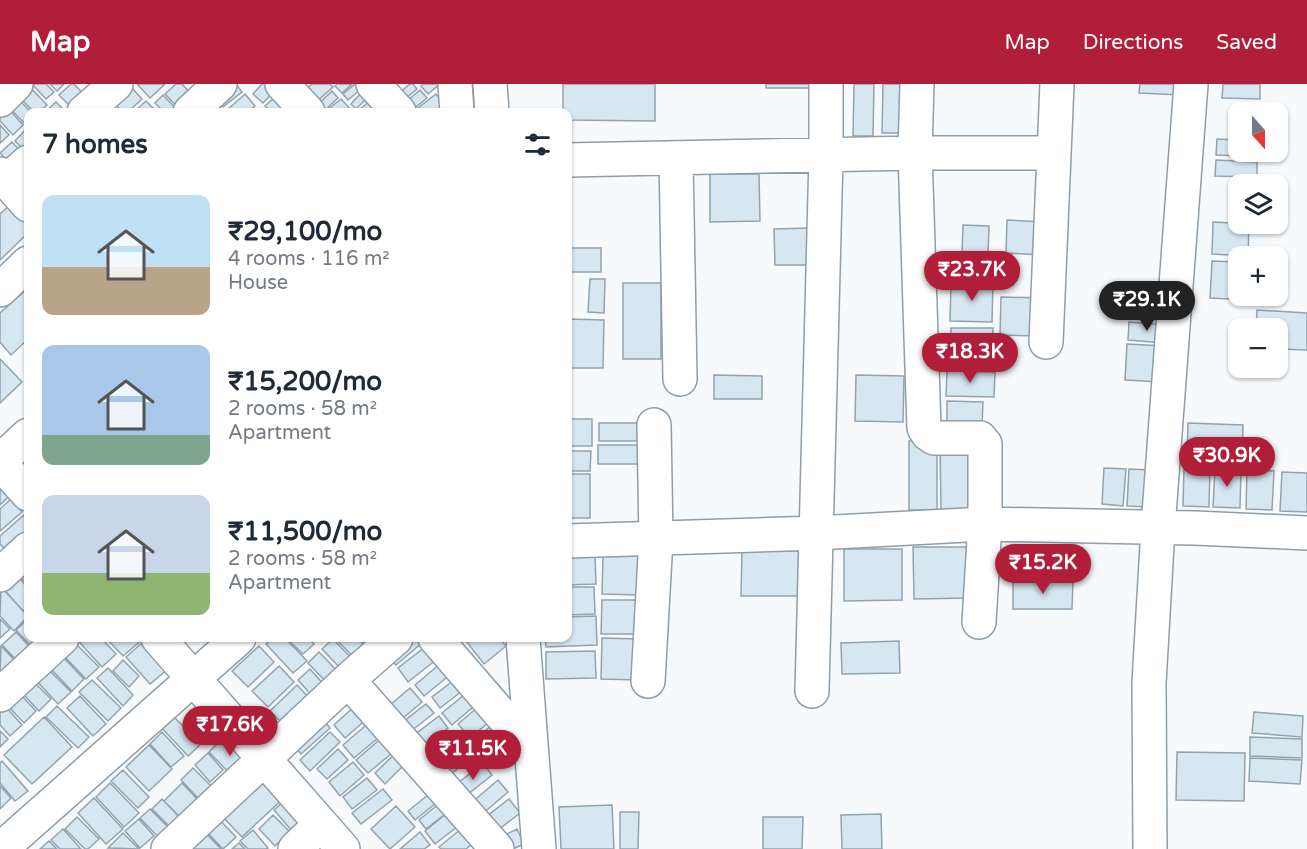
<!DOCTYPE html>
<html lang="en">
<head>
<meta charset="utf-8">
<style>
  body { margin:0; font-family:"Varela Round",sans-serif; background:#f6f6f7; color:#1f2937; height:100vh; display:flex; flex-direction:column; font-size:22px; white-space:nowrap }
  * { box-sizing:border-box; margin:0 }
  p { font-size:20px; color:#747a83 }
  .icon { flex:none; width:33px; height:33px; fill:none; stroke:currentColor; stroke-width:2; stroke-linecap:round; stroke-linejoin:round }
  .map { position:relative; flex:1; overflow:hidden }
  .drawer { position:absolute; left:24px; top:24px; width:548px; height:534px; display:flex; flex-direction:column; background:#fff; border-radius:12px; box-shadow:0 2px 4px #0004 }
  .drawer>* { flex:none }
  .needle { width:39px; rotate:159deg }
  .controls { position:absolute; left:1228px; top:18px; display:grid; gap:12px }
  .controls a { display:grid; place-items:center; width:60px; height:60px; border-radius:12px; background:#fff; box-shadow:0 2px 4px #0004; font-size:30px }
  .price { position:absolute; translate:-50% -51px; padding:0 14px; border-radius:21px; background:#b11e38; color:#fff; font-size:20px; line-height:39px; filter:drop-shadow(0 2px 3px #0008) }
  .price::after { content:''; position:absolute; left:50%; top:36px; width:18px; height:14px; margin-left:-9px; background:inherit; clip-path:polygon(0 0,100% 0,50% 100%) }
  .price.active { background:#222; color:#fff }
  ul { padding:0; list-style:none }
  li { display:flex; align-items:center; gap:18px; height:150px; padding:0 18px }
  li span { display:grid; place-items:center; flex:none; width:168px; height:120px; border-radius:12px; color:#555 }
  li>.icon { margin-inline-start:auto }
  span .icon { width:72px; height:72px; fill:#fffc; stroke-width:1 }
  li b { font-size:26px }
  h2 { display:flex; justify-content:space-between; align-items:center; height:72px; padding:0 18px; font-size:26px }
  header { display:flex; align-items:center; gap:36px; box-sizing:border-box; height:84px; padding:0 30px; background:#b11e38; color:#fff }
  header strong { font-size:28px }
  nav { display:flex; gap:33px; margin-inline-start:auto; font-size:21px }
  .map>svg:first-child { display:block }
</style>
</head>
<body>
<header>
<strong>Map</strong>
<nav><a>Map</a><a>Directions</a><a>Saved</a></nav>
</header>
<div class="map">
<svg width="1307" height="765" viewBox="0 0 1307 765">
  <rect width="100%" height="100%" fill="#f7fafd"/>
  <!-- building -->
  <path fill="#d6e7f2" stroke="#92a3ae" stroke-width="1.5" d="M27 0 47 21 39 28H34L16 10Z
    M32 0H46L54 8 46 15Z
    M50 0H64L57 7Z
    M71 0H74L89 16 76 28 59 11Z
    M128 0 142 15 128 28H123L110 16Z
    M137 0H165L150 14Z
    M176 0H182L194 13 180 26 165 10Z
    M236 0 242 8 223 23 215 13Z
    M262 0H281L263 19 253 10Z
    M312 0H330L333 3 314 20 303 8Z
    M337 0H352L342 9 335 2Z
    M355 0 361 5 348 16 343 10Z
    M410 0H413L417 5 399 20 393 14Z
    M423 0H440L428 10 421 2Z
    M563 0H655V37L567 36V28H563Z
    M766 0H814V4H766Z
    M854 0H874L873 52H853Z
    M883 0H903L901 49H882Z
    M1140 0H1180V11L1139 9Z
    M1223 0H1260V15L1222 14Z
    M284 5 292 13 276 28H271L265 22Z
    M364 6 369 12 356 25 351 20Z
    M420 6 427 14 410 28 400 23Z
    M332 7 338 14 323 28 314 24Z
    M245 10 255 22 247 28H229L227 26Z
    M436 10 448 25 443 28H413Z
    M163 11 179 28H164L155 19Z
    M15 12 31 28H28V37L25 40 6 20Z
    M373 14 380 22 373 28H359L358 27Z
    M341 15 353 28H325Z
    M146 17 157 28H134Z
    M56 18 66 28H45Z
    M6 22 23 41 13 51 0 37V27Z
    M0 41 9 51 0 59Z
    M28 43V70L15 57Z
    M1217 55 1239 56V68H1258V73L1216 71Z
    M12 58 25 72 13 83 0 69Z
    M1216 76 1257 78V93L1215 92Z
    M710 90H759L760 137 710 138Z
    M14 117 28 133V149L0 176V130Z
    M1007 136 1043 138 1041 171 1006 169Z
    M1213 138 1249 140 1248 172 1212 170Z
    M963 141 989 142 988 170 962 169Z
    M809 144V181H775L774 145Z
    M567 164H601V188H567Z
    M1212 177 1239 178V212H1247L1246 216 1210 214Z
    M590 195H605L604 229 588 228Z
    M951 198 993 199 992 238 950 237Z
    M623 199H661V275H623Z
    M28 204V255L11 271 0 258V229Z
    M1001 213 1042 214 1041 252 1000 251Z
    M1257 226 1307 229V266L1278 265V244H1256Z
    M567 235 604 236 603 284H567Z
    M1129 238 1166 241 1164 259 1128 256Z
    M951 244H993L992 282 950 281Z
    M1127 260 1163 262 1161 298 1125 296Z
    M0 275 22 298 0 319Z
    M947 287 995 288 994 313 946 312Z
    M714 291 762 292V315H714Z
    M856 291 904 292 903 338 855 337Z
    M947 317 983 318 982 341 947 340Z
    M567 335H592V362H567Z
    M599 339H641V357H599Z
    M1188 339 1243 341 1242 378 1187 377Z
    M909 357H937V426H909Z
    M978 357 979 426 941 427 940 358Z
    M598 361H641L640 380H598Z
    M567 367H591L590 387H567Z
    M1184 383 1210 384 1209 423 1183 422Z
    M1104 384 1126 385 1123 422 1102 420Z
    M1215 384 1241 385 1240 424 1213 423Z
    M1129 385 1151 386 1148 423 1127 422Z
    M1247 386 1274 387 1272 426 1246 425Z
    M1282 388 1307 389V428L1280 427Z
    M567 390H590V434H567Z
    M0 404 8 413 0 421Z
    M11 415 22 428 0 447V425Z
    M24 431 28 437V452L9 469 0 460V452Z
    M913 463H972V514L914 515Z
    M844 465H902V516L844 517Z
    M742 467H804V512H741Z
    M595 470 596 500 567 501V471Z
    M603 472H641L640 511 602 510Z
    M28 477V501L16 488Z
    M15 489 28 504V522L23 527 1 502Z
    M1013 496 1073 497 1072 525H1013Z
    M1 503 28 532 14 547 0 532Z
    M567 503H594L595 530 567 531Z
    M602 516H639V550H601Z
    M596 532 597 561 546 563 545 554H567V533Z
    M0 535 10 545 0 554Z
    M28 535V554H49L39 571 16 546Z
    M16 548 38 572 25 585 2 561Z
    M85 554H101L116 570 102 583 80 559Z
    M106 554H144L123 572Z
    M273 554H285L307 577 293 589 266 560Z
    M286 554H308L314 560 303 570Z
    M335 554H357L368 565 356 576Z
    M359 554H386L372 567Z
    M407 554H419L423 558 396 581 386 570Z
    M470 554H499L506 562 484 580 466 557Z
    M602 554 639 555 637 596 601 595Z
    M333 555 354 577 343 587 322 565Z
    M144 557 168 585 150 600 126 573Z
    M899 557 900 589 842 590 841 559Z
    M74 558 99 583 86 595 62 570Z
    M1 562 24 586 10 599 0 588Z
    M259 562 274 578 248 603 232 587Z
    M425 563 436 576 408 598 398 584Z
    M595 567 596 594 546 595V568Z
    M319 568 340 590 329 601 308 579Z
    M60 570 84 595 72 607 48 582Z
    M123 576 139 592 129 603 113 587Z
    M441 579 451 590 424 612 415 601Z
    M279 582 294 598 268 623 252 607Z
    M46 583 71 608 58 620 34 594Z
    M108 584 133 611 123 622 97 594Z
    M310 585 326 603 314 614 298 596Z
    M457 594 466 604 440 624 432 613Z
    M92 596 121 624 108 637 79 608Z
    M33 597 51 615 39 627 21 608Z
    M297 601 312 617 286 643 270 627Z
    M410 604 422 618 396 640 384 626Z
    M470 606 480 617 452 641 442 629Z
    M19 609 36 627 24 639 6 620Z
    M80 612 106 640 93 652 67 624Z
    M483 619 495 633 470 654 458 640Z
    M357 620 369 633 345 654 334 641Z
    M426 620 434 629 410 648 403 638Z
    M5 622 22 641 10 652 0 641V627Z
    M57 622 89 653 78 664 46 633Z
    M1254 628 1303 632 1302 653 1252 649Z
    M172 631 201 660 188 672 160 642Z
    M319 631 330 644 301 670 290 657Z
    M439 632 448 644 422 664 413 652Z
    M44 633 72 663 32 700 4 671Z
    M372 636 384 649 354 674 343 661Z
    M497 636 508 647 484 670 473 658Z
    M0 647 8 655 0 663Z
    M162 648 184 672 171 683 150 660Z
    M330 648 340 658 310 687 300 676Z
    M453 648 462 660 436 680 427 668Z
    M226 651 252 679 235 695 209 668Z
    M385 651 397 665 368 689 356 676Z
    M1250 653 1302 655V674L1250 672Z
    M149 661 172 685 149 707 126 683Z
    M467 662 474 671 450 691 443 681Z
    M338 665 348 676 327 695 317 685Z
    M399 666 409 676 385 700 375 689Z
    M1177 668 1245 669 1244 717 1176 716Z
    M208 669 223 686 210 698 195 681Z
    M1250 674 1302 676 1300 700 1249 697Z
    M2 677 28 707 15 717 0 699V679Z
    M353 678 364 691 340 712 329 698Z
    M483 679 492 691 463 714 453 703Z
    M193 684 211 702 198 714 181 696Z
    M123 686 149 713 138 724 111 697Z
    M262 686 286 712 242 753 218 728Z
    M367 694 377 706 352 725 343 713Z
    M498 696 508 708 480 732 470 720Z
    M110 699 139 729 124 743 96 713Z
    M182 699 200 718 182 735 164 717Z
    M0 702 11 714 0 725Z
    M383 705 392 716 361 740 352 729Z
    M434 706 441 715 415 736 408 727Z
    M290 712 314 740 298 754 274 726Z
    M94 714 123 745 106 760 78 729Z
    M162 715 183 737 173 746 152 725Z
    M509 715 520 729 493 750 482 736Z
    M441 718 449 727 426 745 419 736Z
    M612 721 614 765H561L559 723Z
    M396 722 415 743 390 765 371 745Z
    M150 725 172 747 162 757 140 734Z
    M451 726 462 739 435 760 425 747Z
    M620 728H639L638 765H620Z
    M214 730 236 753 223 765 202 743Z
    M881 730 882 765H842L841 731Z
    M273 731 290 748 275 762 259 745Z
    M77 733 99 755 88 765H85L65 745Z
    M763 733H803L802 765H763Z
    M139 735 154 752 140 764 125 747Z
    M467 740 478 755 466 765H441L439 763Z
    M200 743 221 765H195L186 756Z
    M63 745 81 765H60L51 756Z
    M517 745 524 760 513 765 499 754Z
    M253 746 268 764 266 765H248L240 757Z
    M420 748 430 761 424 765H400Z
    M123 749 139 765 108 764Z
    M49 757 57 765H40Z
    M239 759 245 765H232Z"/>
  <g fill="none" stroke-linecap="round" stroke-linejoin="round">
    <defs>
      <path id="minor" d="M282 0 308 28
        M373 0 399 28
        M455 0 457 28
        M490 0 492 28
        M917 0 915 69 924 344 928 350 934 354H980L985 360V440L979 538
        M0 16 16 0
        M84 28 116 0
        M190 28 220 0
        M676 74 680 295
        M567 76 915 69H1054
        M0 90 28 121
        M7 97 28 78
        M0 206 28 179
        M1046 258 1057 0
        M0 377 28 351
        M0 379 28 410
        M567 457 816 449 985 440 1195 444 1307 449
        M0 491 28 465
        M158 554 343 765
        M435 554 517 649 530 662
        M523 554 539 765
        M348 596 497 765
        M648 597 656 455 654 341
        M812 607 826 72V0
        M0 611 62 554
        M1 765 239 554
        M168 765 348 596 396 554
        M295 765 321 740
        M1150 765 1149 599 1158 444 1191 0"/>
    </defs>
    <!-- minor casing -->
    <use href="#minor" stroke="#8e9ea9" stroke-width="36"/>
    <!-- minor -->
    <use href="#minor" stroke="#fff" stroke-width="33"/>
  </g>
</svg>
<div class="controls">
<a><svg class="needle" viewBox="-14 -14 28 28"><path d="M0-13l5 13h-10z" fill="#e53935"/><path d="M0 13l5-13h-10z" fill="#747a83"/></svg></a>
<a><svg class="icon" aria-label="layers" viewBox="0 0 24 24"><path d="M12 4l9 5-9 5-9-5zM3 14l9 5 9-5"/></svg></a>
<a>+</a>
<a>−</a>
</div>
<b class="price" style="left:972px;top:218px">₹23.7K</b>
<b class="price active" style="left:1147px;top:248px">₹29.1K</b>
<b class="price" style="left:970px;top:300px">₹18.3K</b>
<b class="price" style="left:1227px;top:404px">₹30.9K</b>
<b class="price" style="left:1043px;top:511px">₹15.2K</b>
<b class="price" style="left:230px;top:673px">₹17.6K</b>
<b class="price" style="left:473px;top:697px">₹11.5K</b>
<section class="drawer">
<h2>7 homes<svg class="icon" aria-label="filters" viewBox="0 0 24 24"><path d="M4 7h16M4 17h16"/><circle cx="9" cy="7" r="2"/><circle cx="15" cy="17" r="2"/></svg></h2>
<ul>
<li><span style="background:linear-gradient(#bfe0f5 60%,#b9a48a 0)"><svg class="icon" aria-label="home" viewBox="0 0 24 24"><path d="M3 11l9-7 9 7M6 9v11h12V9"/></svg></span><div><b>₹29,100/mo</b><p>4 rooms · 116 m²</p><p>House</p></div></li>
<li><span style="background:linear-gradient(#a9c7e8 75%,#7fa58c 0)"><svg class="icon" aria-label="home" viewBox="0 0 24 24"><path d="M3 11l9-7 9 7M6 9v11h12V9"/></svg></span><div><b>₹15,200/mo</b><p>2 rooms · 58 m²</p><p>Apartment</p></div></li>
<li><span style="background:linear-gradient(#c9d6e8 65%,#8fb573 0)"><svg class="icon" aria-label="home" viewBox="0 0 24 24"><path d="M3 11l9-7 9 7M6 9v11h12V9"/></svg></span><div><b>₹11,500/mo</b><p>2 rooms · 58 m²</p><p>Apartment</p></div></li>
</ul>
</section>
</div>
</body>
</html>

> Task brief
Gather, from the listing above, every line carrying the word "strong".

> Completed exercise
  header strong { font-size:28px }
<strong>Map</strong>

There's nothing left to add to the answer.